In my case, the de-labeling crusade began not by compulsion but by accident. I bought a jar of coconut oil with a label that had started to come loose in one corner. Like any fidget-prone, rational person, I started picking at the edge. It came off. My coconut oil suddenly looked better, like it had come from Muji. With the label, it was a commodity. Without the label, it was just coconut oil. I de-labeled my hand soap next. And then the shampoo. Soaking them in hot water and soap did the trick; if there was any sticky glue left behind, a scrub of nail polish remover dissolved it.
I emptied my pills from their orange plastic bottles into an apple-shaped container that once housed hand lotion. (I ran it through the dishwasher.) I stocked up on 99-cent, generic spritz bottles and used them to store rubbing alcohol. I bought a gallon of Dr. Bronner’s and kept it under the sink, refilling a plain container in my shower with soap every month or two. (The Dr. Bronner’s label is a thing of beauty, but damn if it’s not noisy.) Inch by labeled inch, I erased each product’s origins.
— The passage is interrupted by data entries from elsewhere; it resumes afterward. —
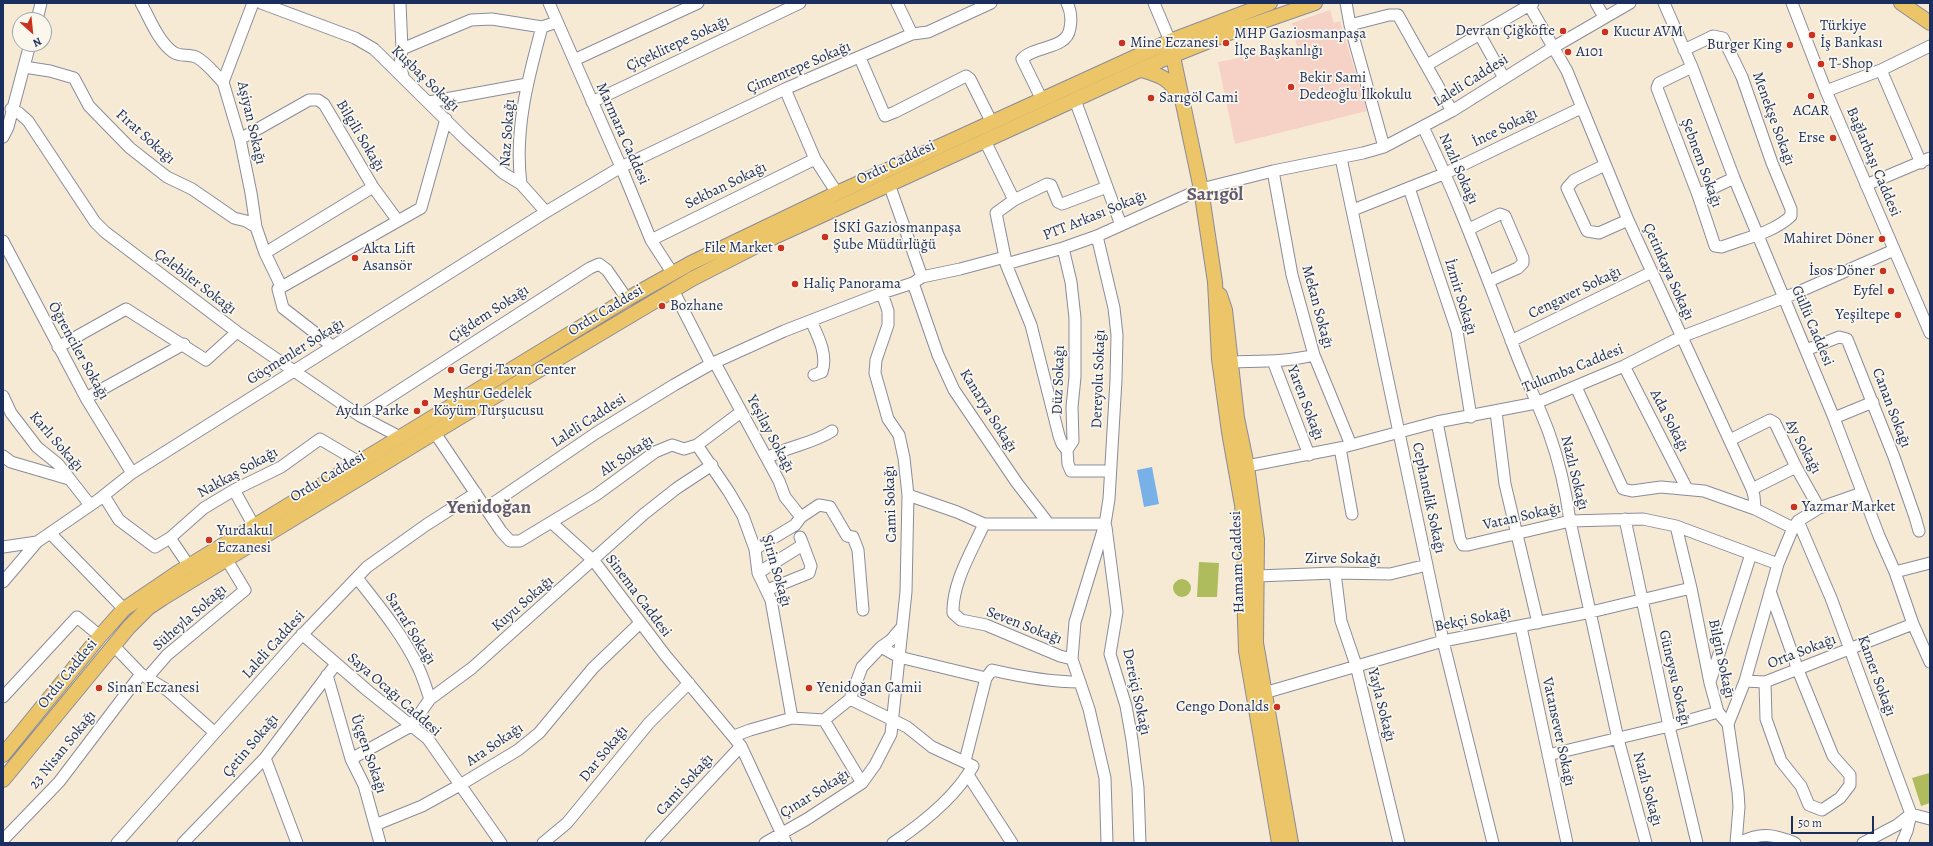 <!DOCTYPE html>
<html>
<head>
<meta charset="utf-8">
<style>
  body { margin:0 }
  #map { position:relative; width:1933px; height:846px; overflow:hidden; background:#f7ead5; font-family:Alegreya,serif }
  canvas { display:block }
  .frame { position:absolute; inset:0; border:4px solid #1b2f5e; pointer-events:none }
  .north { position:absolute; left:12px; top:12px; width:40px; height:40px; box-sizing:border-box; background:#fbf7ec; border:1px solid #a1a7b3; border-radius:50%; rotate:153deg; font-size:11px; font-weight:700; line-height:16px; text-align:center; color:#1b2f5e }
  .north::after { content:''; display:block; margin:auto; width:14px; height:18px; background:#c8321e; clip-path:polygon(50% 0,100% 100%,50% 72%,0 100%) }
  .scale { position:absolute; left:1791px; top:816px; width:83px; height:18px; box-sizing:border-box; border:2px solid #1b2f5e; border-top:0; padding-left:5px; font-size:12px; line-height:14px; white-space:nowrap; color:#1b2f5e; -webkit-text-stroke:3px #fbf7ec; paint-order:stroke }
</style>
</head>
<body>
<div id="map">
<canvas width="1933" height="846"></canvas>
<div class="frame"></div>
<div class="north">N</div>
<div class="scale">50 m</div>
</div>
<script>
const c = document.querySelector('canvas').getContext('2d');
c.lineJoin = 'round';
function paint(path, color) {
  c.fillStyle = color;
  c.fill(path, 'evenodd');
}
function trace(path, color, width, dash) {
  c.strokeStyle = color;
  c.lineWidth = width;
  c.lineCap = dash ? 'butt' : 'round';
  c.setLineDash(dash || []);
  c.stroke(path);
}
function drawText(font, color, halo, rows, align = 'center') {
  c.font = font + ' Alegreya,serif';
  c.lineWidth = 3.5;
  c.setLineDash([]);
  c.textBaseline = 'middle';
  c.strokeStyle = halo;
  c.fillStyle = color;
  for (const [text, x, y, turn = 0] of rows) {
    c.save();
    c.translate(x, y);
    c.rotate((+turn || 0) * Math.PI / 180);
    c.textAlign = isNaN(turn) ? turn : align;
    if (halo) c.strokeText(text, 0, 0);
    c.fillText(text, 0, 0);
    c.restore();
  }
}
paint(new Path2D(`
  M 1330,10 L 1334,23 L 1340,21 L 1367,111 L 1235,144 L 1218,62 L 1297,47 L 1292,23 Z`), '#f6d1c5');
paint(new Path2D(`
  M 1199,562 L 1219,563 L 1217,597 L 1197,597 Z
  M1173 588a9 9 0 1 1 18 0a9 9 0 1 1-18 0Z
  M 1929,773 L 1930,803 L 1921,806 L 1912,778 Z`), '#aebc5e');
paint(new Path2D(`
  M 1152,467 L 1159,504 L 1144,507 L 1137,470 Z`), '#78b1e8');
const minor = new Path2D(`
  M 141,3 C 150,19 158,41 173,52 C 180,57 188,54 196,57 C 206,62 215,74 223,82
  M 253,3 L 223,82 L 240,139 L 251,193 L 256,227 L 265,253 L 281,286
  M 261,3 L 355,38 L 374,49 L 465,139 L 503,173 L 521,184 L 546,212
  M 400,3 L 402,49 L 400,65 L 403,76
  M 549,3 L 621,167 L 651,240 L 673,274
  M 897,3 L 912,34
  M 1154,3 L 1170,41
  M 1346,3 L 1350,25 L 1384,147
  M 1596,3 L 1604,17
  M 1664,3 L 1692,67 L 1734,178 L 1834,418 L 1879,536 L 1895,572 L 1913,624 L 1930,662
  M 1792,3 L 1826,91 L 1930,333
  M 1529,5 L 1567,71 L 1628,220 L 1752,489 L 1754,496 L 1755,509
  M 37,20 L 41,3
  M 1350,25 L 1389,15 L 1398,15 L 1452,111
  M 1480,35 L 1504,78
  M 402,49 L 471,20 L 492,19 L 542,27 L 557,22
  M 1684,50 L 1713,36 L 1723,38 L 1742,77 L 1772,163 L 1791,209 L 1791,216 C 1773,233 1745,238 1722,247 L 1715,246 L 1698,195 L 1657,88 L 1659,83 L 1692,67
  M 860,58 L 885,116 L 895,112 L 966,76 L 970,79 L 992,123
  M 574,60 L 698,3
  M 1427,65 L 1533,3
  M 24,67 L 50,71 L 74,78 L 89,106 L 130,148 L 167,177 L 192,189 L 234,218 L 246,221 L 256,227
  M 1881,70 L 1921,163
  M 785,89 L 815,159 L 837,193
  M 1826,91 L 1881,70 L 1930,46
  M 1042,100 L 1022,59 C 1035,45 1067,50 1070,28 C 1072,18 1071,11 1067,3
  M 1075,100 L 1121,225
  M 429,102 L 527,84
  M 592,102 L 800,3
  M 11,109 L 19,113 L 28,121 L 95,222 L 105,232 L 237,332 L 360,416 L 400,437
  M 1423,127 C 1457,196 1483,268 1511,340 C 1522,371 1537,401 1549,433 C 1559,461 1566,491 1570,521 L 1618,739 L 1646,843
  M 3,137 L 8,127 L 30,44
  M 240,139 L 309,100 L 318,100 L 324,104 L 373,187 L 398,221
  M 985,141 L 1014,200 L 1047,184 L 1051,185 L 1058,202 L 1062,204 L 1107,187
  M 1341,158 L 1443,641 L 1493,843
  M 1605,165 L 1574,180 L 1567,188 L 1587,231 L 1599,233 L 1628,220
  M 1273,171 L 1292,275 L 1314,355 L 1351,445
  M 521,184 C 514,131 528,78 542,27
  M 889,184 L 922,277
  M 1866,185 L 1930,158
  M 1409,188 L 1457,331 L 1471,417
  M 1698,195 L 1734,178
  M 1353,210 L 1446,173 L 1581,108
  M 1469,229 L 1500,214 L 1505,216 L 1523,258 L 1523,263 L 1518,268 L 1489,281
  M 1097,236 L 1114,308 L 1117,335 L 1116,380 L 1109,499 L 1105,524 L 1075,622 L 1072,659 L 1089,709 L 1105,778 L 1107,843
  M 651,240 L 815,159
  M 3,241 L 86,398 L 132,473
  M 1063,248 L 1071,282 L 1075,318 L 1075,377 L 1072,407 L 1073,441 L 1067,450 L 1068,464 L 1071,471 L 1110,471
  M 265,253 L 373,187
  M 1005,257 L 996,213 L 1014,200
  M 1006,264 L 1031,325 L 1059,436 L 1062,444 L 1067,450
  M 913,283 L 938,355 L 954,390 L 1017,483 L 1048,523
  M 673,290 L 711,364
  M 811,321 C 818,336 828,355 822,372 L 814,375
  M 1511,341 L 1652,272
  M 332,346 L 283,308 L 278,289 L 421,208 L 446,119
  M 58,347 L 126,309 L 206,360 L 237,332
  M 1806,350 L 1839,337 L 1847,339 L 1894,457 L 1915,517 L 1919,531
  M 1273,361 L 1309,455
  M 1232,362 C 1260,361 1287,362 1314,355
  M 715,363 L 779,481 L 785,497 L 801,517
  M 1624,366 L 1687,489
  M 1576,387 L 1623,489 L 1632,491 L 1661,487 L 1704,491 L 1755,509 L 1793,528
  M 3,396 L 11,413 L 37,447 L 58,464 L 90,505
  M 86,398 L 184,344
  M 1496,412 L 1505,484 L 1538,623
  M 360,416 L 590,268 L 599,264 L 607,270 L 627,299
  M 1834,418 L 1873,402
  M 1437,422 L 1460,539 L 1463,545 L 1468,545 L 1570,521 L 1643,519 L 1676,526 L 1778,564
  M 435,433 L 501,531 L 510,541 L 520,541 L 596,495 L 655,452 L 672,445 L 684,449 L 697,445 L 741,412
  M 1730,440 L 1770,420 L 1775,423 L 1796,467 L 1819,508
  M 697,445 L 729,492 L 743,516 L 755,549 L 758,573 L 771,600 L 792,718
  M 1340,448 L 1352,514
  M 3,456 L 11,462 L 69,479
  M 767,458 C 787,446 813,444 832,431
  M 1247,466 L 1340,448 L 1437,422 L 1536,403 L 1624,366 L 1681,337 L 1796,293 L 1894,250
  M 1752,489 L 1796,467
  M 234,490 L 254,526
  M 908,495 L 957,512 L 984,524 C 972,551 952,583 953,613 L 961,620 L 986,625 L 1060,656 L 1072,659
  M 104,496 L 119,520 L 155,547 L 170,538 L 204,508 L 234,490 L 281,467 L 320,439 L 359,462
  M 486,508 L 596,433 L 674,385 L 711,364 L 784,331 L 882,293 L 913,283 L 922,277 L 960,269 L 1005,257 L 1006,264 L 1063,248 L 1097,236 L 1201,189 L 1273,171 L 1363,153 L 1384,147 L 1452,111 L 1554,47 L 1630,3
  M 1625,519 L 1669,726 L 1697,843
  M 1798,521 L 1831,598 L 1911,814 L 1907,831 L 1902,843
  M 552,523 L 594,561 L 665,655 L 741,746 L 786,843
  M 984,524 L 1105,524
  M 1676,526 L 1691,588 L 1710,683 L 1718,712 L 1728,724 L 1738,792 L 1739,807 L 1736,843
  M 1106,527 L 1117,612 L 1110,654 L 1126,706 L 1132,740 L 1138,788 L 1140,843
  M 50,533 L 124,609
  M 170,538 L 189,566
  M 3,547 L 37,542
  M 755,549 L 795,525 L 801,517 L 819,505 L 830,507 L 847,536 L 853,537 L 858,550 L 863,610
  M 1895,572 L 1930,563
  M 758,573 L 801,546 L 802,542 L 800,537
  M 1335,573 L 1341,621 L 1356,665 L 1399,843
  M 1257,576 L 1335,573 L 1390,574 L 1427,565
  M 357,578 C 379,606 403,635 418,667 C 423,677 426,688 430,699
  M 3,582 L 37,542 L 98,500 L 132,473 L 546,212 L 621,167 L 785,89 L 912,34 L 928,32 L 991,3
  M 767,590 L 809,573 L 811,566 L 802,542
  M 1521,627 L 1567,843
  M 302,634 L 368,691 L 428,739 L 501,843
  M 113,645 L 141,674 L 167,690 L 214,732
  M 881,647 L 899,657 L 986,678
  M 327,675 L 351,759 L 364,785 L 380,843
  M 148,677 L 167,655 L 245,590 L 227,560
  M 1745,681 L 1765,682 L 1913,624
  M 1710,682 L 1751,554
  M 1765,682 L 1766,719 L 1781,761 L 1801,786 L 1809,805 L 1822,810 L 1840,798 L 1850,785 L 1850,775 L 1833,756 L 1798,670 L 1770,591
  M 1264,693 L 1443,641 L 1591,612 L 1691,588
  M 3,697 L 77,617 L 100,636
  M 850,699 L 907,727 L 932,747 L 973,766 C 955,798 923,823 893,843
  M 824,720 L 862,783
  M 1728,724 L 1745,681 L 1778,564 L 1793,528 L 1798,521 L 1819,508 L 1862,493
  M 734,736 L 750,730 L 792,718 L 824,720 L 850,699 L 862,667 L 881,647 L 891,640 L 902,627
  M 1548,755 L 1669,726 L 1718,712
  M 265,758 L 297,843
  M 351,759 L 411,726 L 430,699 L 472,668 L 644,514 L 677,488 L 712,465
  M 965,761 L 986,678 L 992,670 C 1022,677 1050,682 1080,682
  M 968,775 L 1012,843
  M 375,825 L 422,806 L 460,785 L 518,750 L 539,733 L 593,668 L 640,623
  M 3,840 L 59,782 L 141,674
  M 117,843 L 299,638 L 367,567 L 426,525 L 476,493
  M 183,843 L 265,758 L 336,664
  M 543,843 L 567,823 L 649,723 L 689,683
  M 651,843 L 741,746
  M 765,843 L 807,819 L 862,783 L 875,765 L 891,734 L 906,592 L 908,495 L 904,458 L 899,435 L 888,419 L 875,373 L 876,360 L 888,325 L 888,311 L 882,293
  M 1739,843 C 1760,832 1773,834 1795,843
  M 1863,843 L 1897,825 L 1911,814 L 1930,819`);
const major = new Path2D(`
  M 1901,3 L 1930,23
  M 1171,47 L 1201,189 L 1215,282 L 1219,359 L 1229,432 L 1242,505 L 1245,537 L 1244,591 L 1246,651 L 1279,843
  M 1142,70 C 1162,76 1168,78 1180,96
  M 1220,295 L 1225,310 L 1237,418 L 1247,466 L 1257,539 L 1256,643 L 1291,843
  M 3,755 L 100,636 L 124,609 L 177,573 L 627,299 L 691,263 L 837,193 L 1170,41 L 1270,3
  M 3,780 L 129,627 L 148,608 L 163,598 L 457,419 L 692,279 L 770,239 L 1164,59 L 1229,33 L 1315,3`);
trace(minor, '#898c9a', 13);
trace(major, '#898c9a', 16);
trace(minor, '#fff', 11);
trace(major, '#ecc569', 14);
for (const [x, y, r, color] of [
  [1563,31,4,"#c8321e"],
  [1605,32,4,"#c8321e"],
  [1812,35,4,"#c8321e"],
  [1122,43,4,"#c8321e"],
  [1226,43,4,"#c8321e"],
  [1790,45,4,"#c8321e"],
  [1568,52,4,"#c8321e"],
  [1821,64,4,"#c8321e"],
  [1291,87,4,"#c8321e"],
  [1811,96,4,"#c8321e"],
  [1151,98,4,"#c8321e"],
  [1833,138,4,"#c8321e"],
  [825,237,4,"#c8321e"],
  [1882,239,4,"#c8321e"],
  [781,248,4,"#c8321e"],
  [355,258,4,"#c8321e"],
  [1883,271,4,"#c8321e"],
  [795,284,4,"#c8321e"],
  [1891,291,4,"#c8321e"],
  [662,306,4,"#c8321e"],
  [1898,315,4,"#c8321e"],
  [451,370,4,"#c8321e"],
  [425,403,4,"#c8321e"],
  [417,411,4,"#c8321e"],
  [1794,507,4,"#c8321e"],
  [209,540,4,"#c8321e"],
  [99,688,4,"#c8321e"],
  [809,688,4,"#c8321e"],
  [1277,707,4,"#c8321e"]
]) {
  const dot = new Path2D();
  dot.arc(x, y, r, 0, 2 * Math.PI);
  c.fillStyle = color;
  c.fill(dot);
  trace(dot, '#fbf7ec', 1.5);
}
drawText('15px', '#1b2f5e', '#fbf7ec', [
  ["Türkiye",1820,26],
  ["İş Bankası",1820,43],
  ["Devran Çiğköfte",1555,31,"right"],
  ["Kucur AVM",1613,32],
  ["MHP Gaziosmanpaşa",1234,34],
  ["İlçe Başkanlığı",1234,51],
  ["Mine Eczanesi",1130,43],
  ["Burger King",1782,45,"right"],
  ["A101",1576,52],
  ["T-Shop",1829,64],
  ["Bekir Sami",1299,78],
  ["Dedeoğlu İlkokulu",1299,95],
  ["Sarıgöl Cami",1159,98],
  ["ACAR",1811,111,"center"],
  ["Erse",1825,138,"right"],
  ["İSKİ Gaziosmanpaşa",833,228],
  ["Şube Müdürlüğü",833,245],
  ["Mahiret Döner",1874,239,"right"],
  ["File Market",773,248,"right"],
  ["Akta Lift",363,249],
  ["Asansör",363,266],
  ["İsos Döner",1875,271,"right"],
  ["Haliç Panorama",803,284],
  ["Eyfel",1883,291,"right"],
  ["Bozhane",670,306],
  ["Yeşiltepe",1890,315,"right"],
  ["Gergi Tavan Center",459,370],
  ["Meşhur Gedelek",433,394],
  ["Köyüm Turşucusu",433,411],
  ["Aydın Parke",409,411,"right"],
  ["Yazmar Market",1802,507],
  ["Yurdakul",217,531],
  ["Eczanesi",217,548],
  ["Sinan Eczanesi",107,688],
  ["Yenidoğan Camii",817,688],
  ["Cengo Donalds",1269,707,"right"]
], 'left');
drawText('15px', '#1b2f5e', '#fbf7ec', [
  ["Çiçeklitepe Sokağı",678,44,-25],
  ["Çimentepe Sokağı",799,68,-23],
  ["Kuşbaş Sokağı",425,79,44],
  ["Laleli Caddesi",1471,81,-32],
  ["Menekşe Sokağı",1773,119,70],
  ["Aşiyan Sokağı",251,123,77],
  ["İnce Sokağı",1505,128,-26],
  ["Naz Sokağı",508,133,-86],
  ["Marmara Caddesi",622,134,66],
  ["Bilgili Sokağı",360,136,59],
  ["Fırat Sokağı",145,137,42],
  ["Bağlarbaşı Caddesi",1873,162,67],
  ["Ordu Caddesi",896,163,-25],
  ["Şebnem Sokağı",1701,163,70],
  ["Nazlı Sokağı",1458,169,66],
  ["Sekban Sokağı",726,186,-26],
  ["PTT Arkası Sokağı",1095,216,-22],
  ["Çetinkaya Sokağı",1668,272,66],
  ["Çelebiler Sokağı",195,282,37],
  ["Cengaver Sokağı",1575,293,-26],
  ["İzmir Sokağı",1460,297,73],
  ["Mekan Sokağı",1317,307,75],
  ["Ordu Caddesi",606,311,-31],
  ["Çiğdem Sokağı",489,314,-33],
  ["Güllü Caddesi",1812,326,67],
  ["Öğrenciler Sokağı",78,351,61],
  ["Göçmenler Sokağı",296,352,-32],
  ["Tulumba Caddesi",1573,369,-22],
  ["Dereyolu Sokağı",1099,379,-88],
  ["Düz Sokağı",1059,380,-88],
  ["Yaren Sokağı",1305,403,69],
  ["Canan Sokağı",1891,408,69],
  ["Kanarya Sokağı",988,411,58],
  ["Laleli Caddesi",589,421,-33],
  ["Ada Sokağı",1669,421,63],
  ["Yeşilay Sokağı",770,434,62],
  ["Karlı Sokağı",56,442,49],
  ["Ay Sokağı",1803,447,62],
  ["Alt Sokağı",627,456,-34],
  ["Nakkaş Sokağı",238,473,-29],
  ["Nazlı Sokağı",1574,473,76],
  ["Ordu Caddesi",328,477,-31],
  ["Cephanelik Sokağı",1428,498,78],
  ["Cami Sokağı",891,504,-92],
  ["Vatan Sokağı",1522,517,-13],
  ["Zirve Sokağı",1343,559],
  ["Hamam Caddesi",1238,562,-92],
  ["Şirin Sokağı",776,571,74],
  ["Sinema Caddesi",638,596,53],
  ["Kuyu Sokağı",523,604,-41],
  ["Süheyla Sokağı",190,618,-41],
  ["Bekçi Sokağı",1473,620,-11],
  ["Seven Sokağı",1024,626,21],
  ["Sarraf Sokağı",410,629,58],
  ["Laleli Caddesi",274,645,-48],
  ["Orta Sokağı",1802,652,-21],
  ["Bilgin Sokağı",1721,659,78],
  ["Ordu Caddesi",68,674,-51],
  ["Kamer Sokağı",1876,676,70],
  ["Güneysu Sokağı",1674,678,77],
  ["Dereiçi Sokağı",1136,692,78],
  ["Saya Ocağı Caddesi",394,695,41],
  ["Yayla Sokağı",1381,705,76],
  ["Vatansever Sokağı",1558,732,78],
  ["Ara Sokağı",495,745,-34],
  ["Çetin Sokağı",251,746,-50],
  ["23 Nisan Sokağı",63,750,-51],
  ["Üçgen Sokağı",368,754,71],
  ["Dar Sokağı",604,754,-51],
  ["Cami Sokağı",685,785,-48],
  ["Nazlı Sokağı",1647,789,75],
  ["Çınar Sokağı",815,794,-32]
]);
drawText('bold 19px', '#615b71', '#fbf7ec', [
  ["Sarıgöl",1215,195],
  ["Yenidoğan",489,508]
]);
</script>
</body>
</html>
The activity was relaxing in the way of all voluntary repetitive handwork. The bottles looked better naked. When my eyes settled on them, there was no information to process. I was no longer passively absorbing ad copy. I wasn’t renouncing the world of material goods, but at least I was minimizing their messages. What started as a lark became standard operating procedure. I felt a humble but palpable sliver of agency over my consumption habits, and I liked the way it felt.